▶ [Task objective]:
Set the entries down again exactly; none may be skipped.

▶ [Supplied data]:
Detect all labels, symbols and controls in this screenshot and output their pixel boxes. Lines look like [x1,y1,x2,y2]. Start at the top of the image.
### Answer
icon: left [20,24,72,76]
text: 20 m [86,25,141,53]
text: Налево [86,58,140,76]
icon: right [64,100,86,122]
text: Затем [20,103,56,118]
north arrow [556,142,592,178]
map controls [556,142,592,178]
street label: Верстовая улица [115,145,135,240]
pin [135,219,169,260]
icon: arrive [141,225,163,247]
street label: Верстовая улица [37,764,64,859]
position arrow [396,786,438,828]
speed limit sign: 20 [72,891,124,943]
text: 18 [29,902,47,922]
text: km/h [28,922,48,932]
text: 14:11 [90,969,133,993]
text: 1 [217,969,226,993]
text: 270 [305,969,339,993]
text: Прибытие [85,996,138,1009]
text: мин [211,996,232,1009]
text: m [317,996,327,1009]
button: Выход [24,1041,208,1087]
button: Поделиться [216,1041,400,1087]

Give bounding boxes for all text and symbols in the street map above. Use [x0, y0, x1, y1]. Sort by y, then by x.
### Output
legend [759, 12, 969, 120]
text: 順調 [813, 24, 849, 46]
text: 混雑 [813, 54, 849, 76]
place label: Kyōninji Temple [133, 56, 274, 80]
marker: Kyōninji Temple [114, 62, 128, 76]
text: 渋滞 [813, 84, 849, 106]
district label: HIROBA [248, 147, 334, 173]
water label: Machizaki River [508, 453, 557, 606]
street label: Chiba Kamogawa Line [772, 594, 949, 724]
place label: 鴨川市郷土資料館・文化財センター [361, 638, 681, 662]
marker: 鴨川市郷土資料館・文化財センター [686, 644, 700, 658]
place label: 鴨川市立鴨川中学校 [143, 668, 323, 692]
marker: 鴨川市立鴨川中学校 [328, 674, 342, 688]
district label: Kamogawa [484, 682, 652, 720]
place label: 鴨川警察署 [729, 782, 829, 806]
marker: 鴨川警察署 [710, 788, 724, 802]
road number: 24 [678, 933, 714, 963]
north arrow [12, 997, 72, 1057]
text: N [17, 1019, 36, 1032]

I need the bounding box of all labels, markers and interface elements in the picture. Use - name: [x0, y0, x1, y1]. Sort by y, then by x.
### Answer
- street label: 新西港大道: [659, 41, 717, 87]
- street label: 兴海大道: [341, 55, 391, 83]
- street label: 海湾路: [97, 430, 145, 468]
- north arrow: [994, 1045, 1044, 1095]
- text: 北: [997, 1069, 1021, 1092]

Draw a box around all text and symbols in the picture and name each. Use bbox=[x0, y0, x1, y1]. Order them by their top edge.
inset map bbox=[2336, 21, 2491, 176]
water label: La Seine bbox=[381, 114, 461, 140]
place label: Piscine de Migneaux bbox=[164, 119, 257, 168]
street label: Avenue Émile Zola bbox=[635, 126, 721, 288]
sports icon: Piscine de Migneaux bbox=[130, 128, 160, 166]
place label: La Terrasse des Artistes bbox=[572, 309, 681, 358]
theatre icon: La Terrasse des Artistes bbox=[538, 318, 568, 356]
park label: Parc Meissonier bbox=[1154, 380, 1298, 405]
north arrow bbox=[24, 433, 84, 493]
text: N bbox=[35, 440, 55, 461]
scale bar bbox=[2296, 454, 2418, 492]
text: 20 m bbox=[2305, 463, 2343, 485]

▶ [Solved exercise]:
Detect all labels, symbols and controls in this screenshot and output their pixel boxes. Lines look like [x1,y1,x2,y2]. Start at the top of the image.
### Answer
icon: left [20,24,72,76]
text: 20 m [86,25,141,53]
text: Налево [86,58,140,76]
icon: right [64,100,86,122]
text: Затем [20,103,56,118]
north arrow [556,142,592,178]
map controls [556,142,592,178]
street label: Верстовая улица [115,145,135,240]
pin [135,219,169,260]
icon: arrive [141,225,163,247]
street label: Верстовая улица [37,764,64,859]
position arrow [396,786,438,828]
speed limit sign: 20 [72,891,124,943]
text: 18 [29,902,47,922]
text: km/h [28,922,48,932]
text: 14:11 [90,969,133,993]
text: 1 [217,969,226,993]
text: 270 [305,969,339,993]
text: Прибытие [85,996,138,1009]
text: мин [211,996,232,1009]
text: m [317,996,327,1009]
button: Выход [24,1041,208,1087]
button: Поделиться [216,1041,400,1087]

Give bounding boxes for all text and symbols in the street map above. Use [x0, y0, x1, y1]. Sort by y, then by x.
### Output
legend [759, 12, 969, 120]
text: 順調 [813, 24, 849, 46]
text: 混雑 [813, 54, 849, 76]
place label: Kyōninji Temple [133, 56, 274, 80]
marker: Kyōninji Temple [114, 62, 128, 76]
text: 渋滞 [813, 84, 849, 106]
district label: HIROBA [248, 147, 334, 173]
water label: Machizaki River [508, 453, 557, 606]
street label: Chiba Kamogawa Line [772, 594, 949, 724]
place label: 鴨川市郷土資料館・文化財センター [361, 638, 681, 662]
marker: 鴨川市郷土資料館・文化財センター [686, 644, 700, 658]
place label: 鴨川市立鴨川中学校 [143, 668, 323, 692]
marker: 鴨川市立鴨川中学校 [328, 674, 342, 688]
district label: Kamogawa [484, 682, 652, 720]
place label: 鴨川警察署 [729, 782, 829, 806]
marker: 鴨川警察署 [710, 788, 724, 802]
road number: 24 [678, 933, 714, 963]
north arrow [12, 997, 72, 1057]
text: N [17, 1019, 36, 1032]

I need the bounding box of all labels, markers and interface elements in the picture. Use - name: [x0, y0, x1, y1]. Sort by y, then by x.
### Answer
- street label: 新西港大道: [659, 41, 717, 87]
- street label: 兴海大道: [341, 55, 391, 83]
- street label: 海湾路: [97, 430, 145, 468]
- north arrow: [994, 1045, 1044, 1095]
- text: 北: [997, 1069, 1021, 1092]

Draw a box around all text and symbols in the picture and name each. Use bbox=[x0, y0, x1, y1]. Order them by their top edge.
inset map bbox=[2336, 21, 2491, 176]
water label: La Seine bbox=[381, 114, 461, 140]
place label: Piscine de Migneaux bbox=[164, 119, 257, 168]
street label: Avenue Émile Zola bbox=[635, 126, 721, 288]
sports icon: Piscine de Migneaux bbox=[130, 128, 160, 166]
place label: La Terrasse des Artistes bbox=[572, 309, 681, 358]
theatre icon: La Terrasse des Artistes bbox=[538, 318, 568, 356]
park label: Parc Meissonier bbox=[1154, 380, 1298, 405]
north arrow bbox=[24, 433, 84, 493]
text: N bbox=[35, 440, 55, 461]
scale bar bbox=[2296, 454, 2418, 492]
text: 20 m bbox=[2305, 463, 2343, 485]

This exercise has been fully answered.